Fare il giornalista in Macedonia è un’impresa. Il paese balcanico, clientelare e corrotto, ha difficoltà a concedere ai giornalisti le necessarie garanzie per poter esercitare il proprio lavoro liberamente, come riportato sul sito dell’organizzazione Freedom House.
I media macedoni infatti sono soggetti a importanti pressioni politiche, facendo sì che si attui una auto-censura per evitare di andare contro il sistema politico macedone. Coloro che non si adeguano ricevono messaggi minatori o avvertimenti che ricordano il modus operandi di stampo mafioso. Per i meno fortunati, il carcere è una delle soluzioni, spesso con pretesti che nulla hanno a che fare con le reali motivazioni.

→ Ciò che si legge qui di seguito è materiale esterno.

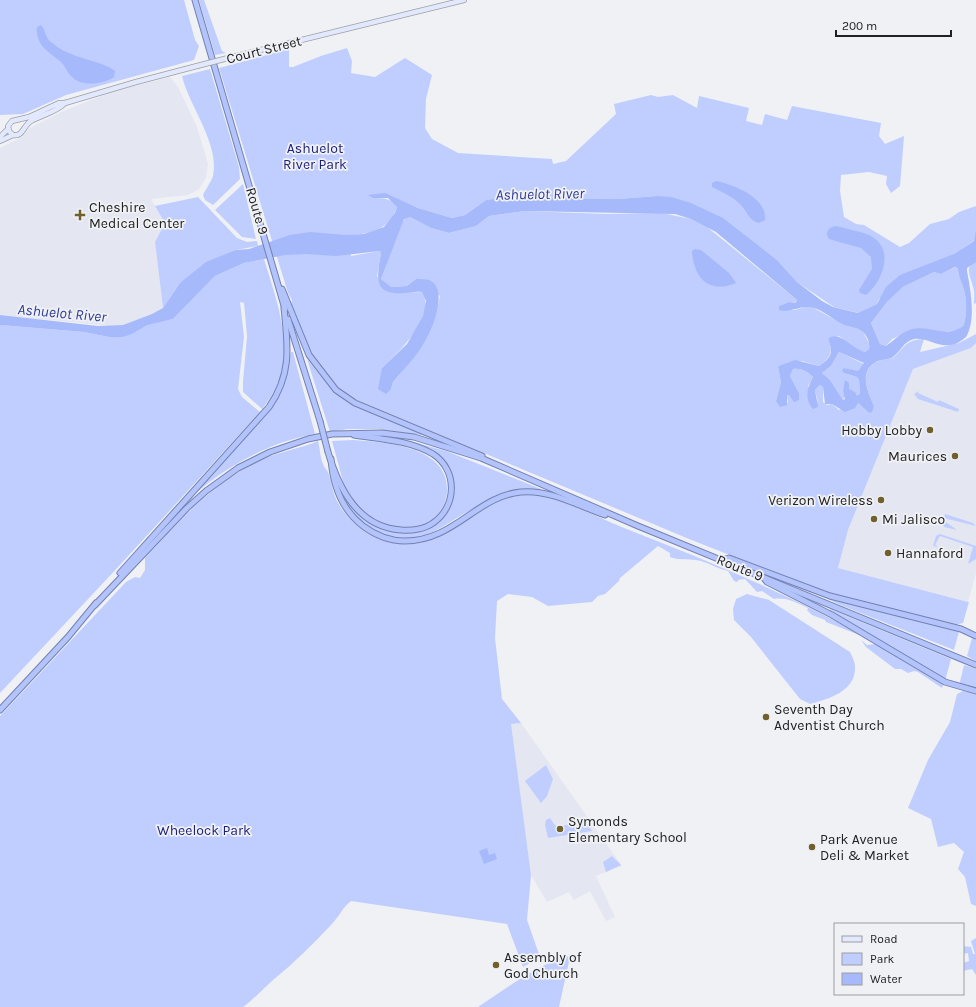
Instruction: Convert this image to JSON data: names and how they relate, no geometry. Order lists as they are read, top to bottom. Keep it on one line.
{"streets":{"highway":["Route 9"],"main road":["Court Street"]},"water":["Ashuelot River"],"parks":["Ashuelot River Park","Wheelock Park"],"places":{"health":["Cheshire Medical Center"],"other":["Hobby Lobby","Maurices","Verizon Wireless","Mi Jalisco","Hannaford","Seventh Day Adventist Church","Symonds Elementary School","Park Avenue Deli & Market","Assembly of God Church"]},"legend":["Road","Park","Water"],"scale_bar":"200 m"}
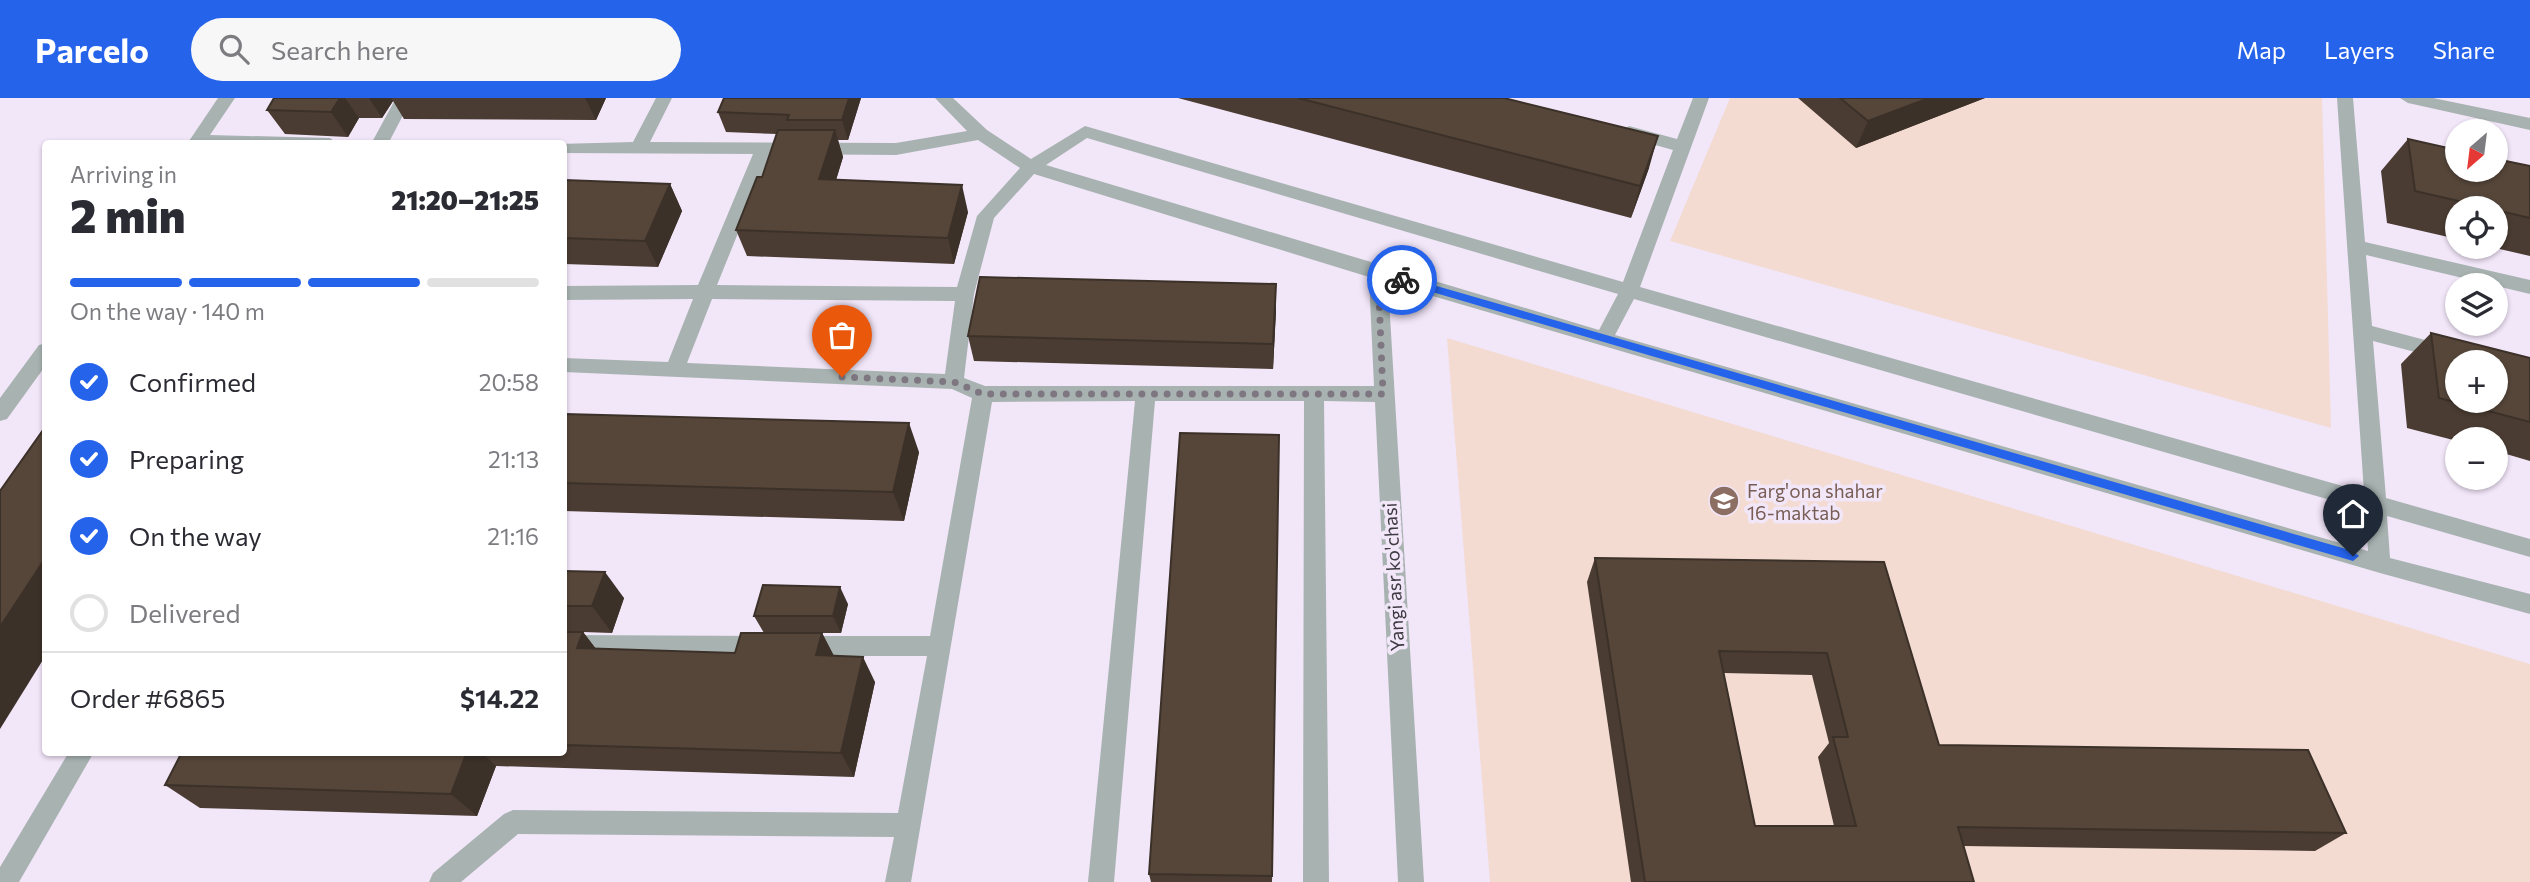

Un esempio del controllo oppressivo della classe giornalistica è sicuramente la condanna a quattro anni e sei mesi – poi ridotta a due anni dalla Corte d’Appello di Skopje – comminata al giornalista Tomislav Kezarovski, accusato di aver rivelato l’identità di un testimone protetto nell’ambito del processo svolto contro i fratelli Ordan e Ljupco Gjorgievski, causando quindi – secondo il Tribunale di Skopje – pressioni nei suoi confronti da parte degli imputati. Ma quando Kezarovski rivelò l’identità del testimone, nel 1998, questi non era ancora stato sottoposto al regime di segretezza come successivamente accordato dalle autorità giudiziarie in merito al regime di protezione dei testimoni chiave. Risulta più plausibile, invece, che la causa della sua incarcerazione fosse legata alla serie di inchieste scomode per le autorità sul caso riguardante la morte del direttore di Fokus, Nikola Mladenov. Formalmente accaduta per un incidente stradale, sono stati sollevati sospetti nei riguardi della sua morte, da alcuni considerata non accidentale. L’auto sulla quale viaggiava Mladenov fu infatti rintracciata grazie al segnale lanciato dal proprio telefono cellulare, che tuttavia non fu poi ritrovato sul luogo dell’incidente. Kezarovski, recatosi sul luogo, notò una certa incuria da parte delle forze di polizia nel rilevare la scena dell’incidente, tralasciando numerosi oggetti personali che potevano servire all’indagine.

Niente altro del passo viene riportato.